As you may remember, lines were a signature element for “De Stijl” art movement. Mies van der Rohe, an innovative German architect who paved the way for modern architecture, applied simple lines and clear structure to his buildings. Lines are also what defines Katsura Rikyu (Imperial Villa), which is often dubbed the culmination of Japanese traditional architecture.
Katsura Rikyu (Imperial Villa – a retreat for aristocrat families), Kyoto, constructed in the 17th century under the influence of Zen arts.
There are very few things that are linear by nature: trees lean in a certain direction, our body has curves, rivers snake and mountains have ridges. Only humans create perfect lines by defying the force of gravity. So lines inherently symbolize our potential for expansion, structure/order and cleanliness. Piet Mondrian, the painter/co-founder of De Stijl movement, who sought universal values and aesthetics once wrote: “I construct lines and color combinations on a flat surface, in order to express general beauty with the utmost awareness.” (bold inserted by the author.) He regarded lines (and primary colors) as a catalyst to unleash a human spiritual adventure that is not bound to natural/physical/emotional restrictions.
Lines are powerful. It brings order and structure in otherwise chaotic natural environment. Large, heavy lines signify our strong will to challenge and defy threats posed by nature: seawalls, bridges or dams use many forceful lines. On the other hand, fine/delicate lines demonstrate humans’ decency to minimize interfering nature, willingness to live in harmony with it, or desire to go beyond the restriction posed by it.
Lines used by minimalism arts or Zen arts look fine, rather than thick. They symbolizes our cognitive – rather than physical – potential.
Lines can be an effective device to live a simple and minimalist existence. They can invigorate the space with minimal presence, and make you focuse and concentrate by delivering prudent order and structure in the environment. But they won’t distract you if you can control the design.
The MUJI House (MUJI has been selling houses since 2004 ONLY in Japan), which is a “tiny house” of about 1000 square feet, leverages fine lines. Just like Japanese traditional architecture, the structure (pillars and beams) is exposed and contributes to augment aesthetic cleanliness. It is especially effective because it defies the limitation of space and provides a sense of expansion and order.
The other interesting example is House NA, designed by Japanese architect, Sou Fujimoto. This is another tiny house built in metropolitan Tokyo. It sits on an unbelievably small plot of land about 16’ x 23’.

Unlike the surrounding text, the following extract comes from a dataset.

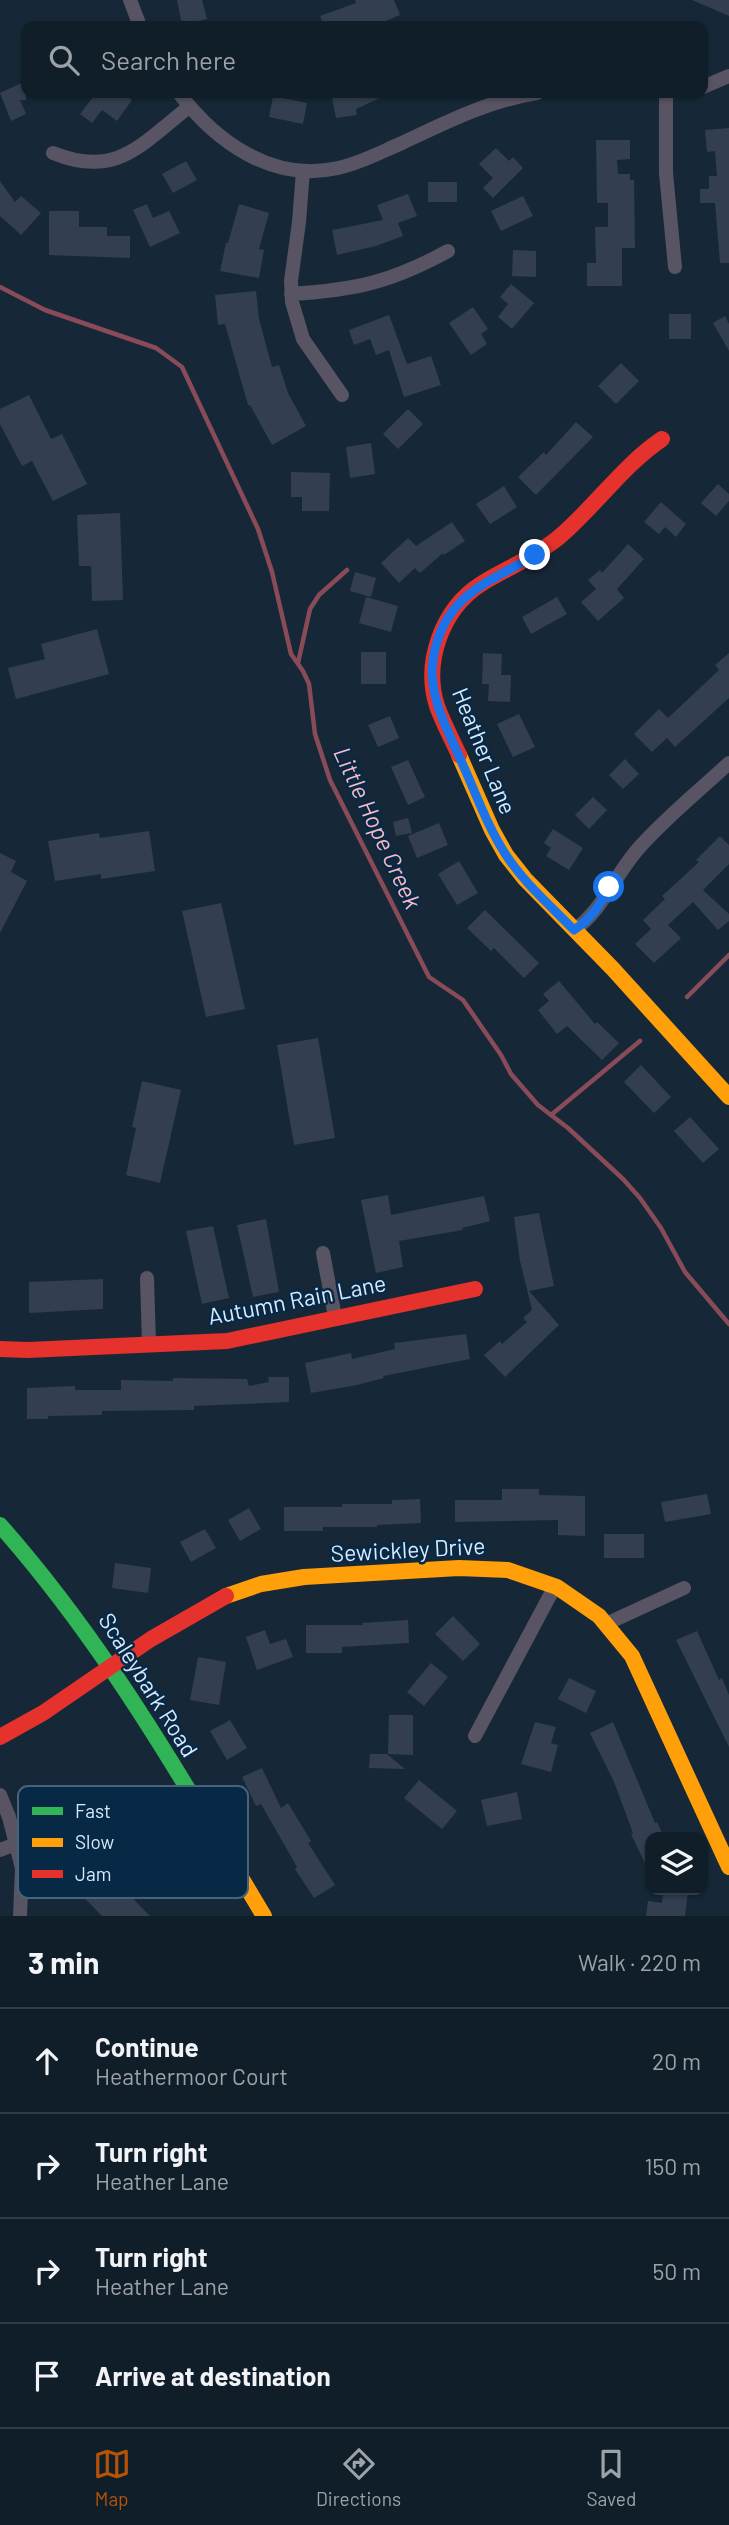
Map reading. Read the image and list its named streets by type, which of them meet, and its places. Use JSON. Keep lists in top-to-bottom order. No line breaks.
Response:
{"streets":{"street":["Heather Lane","Autumn Rain Lane","Sewickley Drive","Scaleybark Road"]},"crossings":[["Sewickley Drive","Scaleybark Road"]],"water":["Little Hope Creek"],"legend":["Fast","Slow","Jam"],"page":{"search":"Search here","heading":["3 min","Walk · 220 m"],"list":[["Continue","Heathermoor Court","20 m"],["Turn right","Heather Lane","150 m"],["Turn right","Heather Lane","50 m"],"Arrive at destination"],"nav":["Map","Directions","Saved"]}}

In order to defy its smallness, Sou Fujimoto re-imagined the 800 square feet as a series of flat tables that come in different sizes and levels. If a conventional house tries to create a living environment as an obstacle-free, flat space, then the House NA is like living in a tree. And the nest-like layers are expressed by using 55 mm solid square structural steel members. Those fine lines – lean steel beams, along with petite staircases installed in various parts of the house – resemble tree branches or twigs. The entire house almost feels like a series of tree houses perched on different branches.
Fine lines work as a bridge to connect the small living environment with nature, while providing a sense of decent structure and order, which is needed to lead a comfortable life.